Trump kann nicht auf große Unterstützung in der Bevölkerung zählen. Er hat die Wahl 2024 mit 49,8 Prozent der abgegebenen Stimmen gewonnen, während die Demokratin Kamala Harris 48,3 Prozent erhielt. Seine Politik ist nicht beliebt: So haben sich zwei Drittel der Befragten in jüngsten Umfragen gegen die Begnadigung der Kriminellen vom 6. Januar ausgesprochen.

Trumps Rassismus gegen Einwanderer zielt darauf ab, die Wut der Arbeiterklasse über Inflation, Arbeitslosigkeit und miserable soziale Bedingungen in eine Sackgasse abzulenken. Aber unabhängig von der anfänglichen Verwirrung, die diese Politik anrichtet, werden Millionen Arbeiter voller Entsetzen auf den Angriff von Polizei und Militär auf ihre Nachbarn, Kollegen und Freunde, der jetzt bevorsteht, reagieren. Eine Abrechnung mit Trump ist unvermeidlich.

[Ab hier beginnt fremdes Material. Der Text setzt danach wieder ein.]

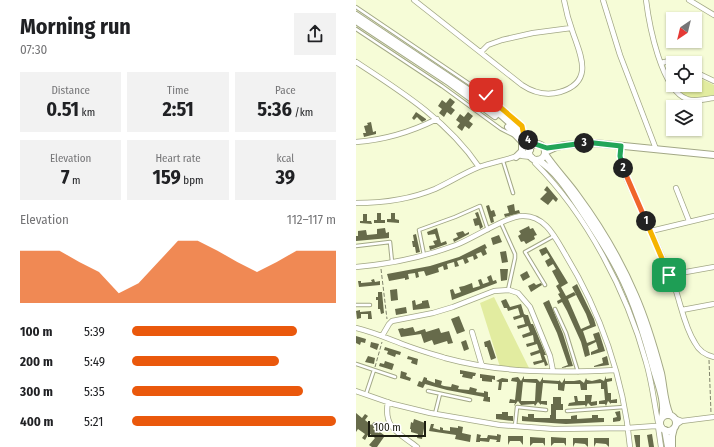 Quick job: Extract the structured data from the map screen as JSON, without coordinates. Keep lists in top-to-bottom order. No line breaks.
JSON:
{"scale_bar":"100 m","north":"bottom left","page":{"heading":["Morning run","07:30"],"stats":[["Distance","0.51 km"],["Time","2:51"],["Pace","5:36 /km"],["Elevation","7 m"],["Heart rate","159 bpm"],["kcal","39"]],"pins":["4","3","2","1"],"chart":["Elevation","112–117 m"],"list":[{"name":"100 m","note":"5:39"},{"name":"200 m","note":"5:49"},{"name":"300 m","note":"5:35"},{"name":"400 m","note":"5:21"}],"scale":"100 m"}}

Entscheidend ist jetzt, dass die Arbeiter erkennen, was die Quelle des Angriffs auf demokratische Rechte ist: Er entspringt nicht den fanatischen Vorstellungen des faschistischen Präsidenten, sondern der Krise des kapitalistischen Weltsystems. Wie die WSWS Anfang dieser Woche geschrieben hat:

Trump stellt die Quintessenz der amerikanischen herrschenden Klasse dar. Seine persönlichen Eigenschaften sind ein abscheulicher Ausdruck der Kernmerkmale der oligarchischen Milliardäre, deren Reichtum und Macht in den letzten vier Jahrzehnten auf ein noch nie dagewesenes Ausmaß angeschwollen sind.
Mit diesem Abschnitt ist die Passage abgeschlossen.